Does there currently exist a general algorithm (or set of algorithms used together) that will approximate all the zeros of any well behaved non-differential equation of a single variable which has a finite number of zeros?
(By "well-behaved", I mean differentiable, without "holes". By a set of algorithms, I mean (for example) a setup such that one algorithm can be used in cases when the other algorithm fails such that between all the algorithms or techniques in the set, at least one is guaranteed to work.)
Say for example I need all the real and imaginary solutions for a complicated looking, non-linear equation like:
$$ x^{-x^8} + \frac{(\ln x)^2}{x^3}+2x^{7/2}+\frac{\ln(5x^{3/2})}{\ln(3 + x^2)} - 10 = 0. $$ Note: Sorry if this example is flawed; its purpose is to show that I want an algorithm that can handle a rather arbitrary mix of polynomials, logs, powers, and other operations that is not your run of the mill n-th degree polynomial.

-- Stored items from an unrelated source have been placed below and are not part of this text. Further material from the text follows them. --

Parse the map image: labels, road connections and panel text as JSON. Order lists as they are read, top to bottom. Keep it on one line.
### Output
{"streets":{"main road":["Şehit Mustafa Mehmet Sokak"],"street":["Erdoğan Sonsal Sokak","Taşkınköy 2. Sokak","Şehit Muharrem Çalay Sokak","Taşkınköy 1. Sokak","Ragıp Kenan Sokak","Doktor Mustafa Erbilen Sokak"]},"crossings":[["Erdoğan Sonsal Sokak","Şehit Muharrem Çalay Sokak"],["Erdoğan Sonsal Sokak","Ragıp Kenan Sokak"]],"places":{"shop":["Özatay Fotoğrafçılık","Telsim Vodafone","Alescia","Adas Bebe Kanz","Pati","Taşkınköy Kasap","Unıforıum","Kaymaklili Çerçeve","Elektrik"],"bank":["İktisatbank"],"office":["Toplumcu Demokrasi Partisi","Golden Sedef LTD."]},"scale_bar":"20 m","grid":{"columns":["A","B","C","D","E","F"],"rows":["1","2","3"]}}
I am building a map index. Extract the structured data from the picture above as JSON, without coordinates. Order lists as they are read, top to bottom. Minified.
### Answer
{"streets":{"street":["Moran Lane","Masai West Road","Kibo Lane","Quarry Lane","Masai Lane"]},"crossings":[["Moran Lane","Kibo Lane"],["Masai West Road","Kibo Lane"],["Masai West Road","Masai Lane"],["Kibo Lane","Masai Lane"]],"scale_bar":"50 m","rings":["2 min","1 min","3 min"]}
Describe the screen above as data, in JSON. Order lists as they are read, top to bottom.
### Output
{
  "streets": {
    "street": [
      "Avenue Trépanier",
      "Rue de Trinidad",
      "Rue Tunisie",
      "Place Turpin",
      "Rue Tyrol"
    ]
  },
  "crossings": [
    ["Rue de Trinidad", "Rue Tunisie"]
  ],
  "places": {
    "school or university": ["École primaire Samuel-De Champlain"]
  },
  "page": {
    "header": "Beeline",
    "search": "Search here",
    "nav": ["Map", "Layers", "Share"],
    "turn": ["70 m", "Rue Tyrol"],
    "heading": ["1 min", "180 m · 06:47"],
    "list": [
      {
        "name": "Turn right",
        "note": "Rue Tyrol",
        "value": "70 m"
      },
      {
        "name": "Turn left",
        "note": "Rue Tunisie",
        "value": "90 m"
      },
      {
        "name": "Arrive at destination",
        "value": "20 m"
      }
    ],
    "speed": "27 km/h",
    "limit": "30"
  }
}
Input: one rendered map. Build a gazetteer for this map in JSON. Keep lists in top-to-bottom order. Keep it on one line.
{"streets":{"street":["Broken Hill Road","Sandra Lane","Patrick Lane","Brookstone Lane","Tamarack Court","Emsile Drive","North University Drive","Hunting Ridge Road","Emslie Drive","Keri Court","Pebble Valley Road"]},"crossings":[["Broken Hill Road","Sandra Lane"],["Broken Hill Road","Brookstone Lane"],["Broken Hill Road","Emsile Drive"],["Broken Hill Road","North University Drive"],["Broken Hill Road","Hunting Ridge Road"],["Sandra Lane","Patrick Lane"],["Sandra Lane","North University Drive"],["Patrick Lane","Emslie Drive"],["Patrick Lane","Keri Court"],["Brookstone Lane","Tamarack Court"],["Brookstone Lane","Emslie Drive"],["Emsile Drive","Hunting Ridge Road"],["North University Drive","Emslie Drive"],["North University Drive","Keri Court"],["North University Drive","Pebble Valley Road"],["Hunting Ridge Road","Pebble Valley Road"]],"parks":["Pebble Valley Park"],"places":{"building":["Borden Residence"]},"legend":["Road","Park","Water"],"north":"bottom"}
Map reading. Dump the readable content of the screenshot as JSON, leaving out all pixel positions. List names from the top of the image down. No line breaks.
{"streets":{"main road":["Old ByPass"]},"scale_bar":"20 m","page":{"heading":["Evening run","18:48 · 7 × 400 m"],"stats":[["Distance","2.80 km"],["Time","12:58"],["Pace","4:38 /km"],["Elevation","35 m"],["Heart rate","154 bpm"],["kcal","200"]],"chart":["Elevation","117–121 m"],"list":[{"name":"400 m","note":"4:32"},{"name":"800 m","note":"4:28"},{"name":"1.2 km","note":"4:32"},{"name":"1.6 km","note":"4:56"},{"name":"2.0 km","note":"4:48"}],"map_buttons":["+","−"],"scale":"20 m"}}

Anyway... Does there exist some algorithm or set of algorithms (known to man) that is guaranteed to find and approximation all the real and imaginary zeros for this equation of a single variable with finite number of zeros? If so, can you describe it or refer me to some information about it? For the algorithm to be useful, it must know when to stop - it must always have a way to stop searching for zeros after it has found all n zeros.
My algorithm options thus far are:
No such general algorithm exists. Perhaps a computer faced with finding the zeros of such an equation should just brute force test millions upon millions of points and see what's close to zero.
A computer should use the Lehmer–Schur algorithm and take care to avoid ill-behaved areas.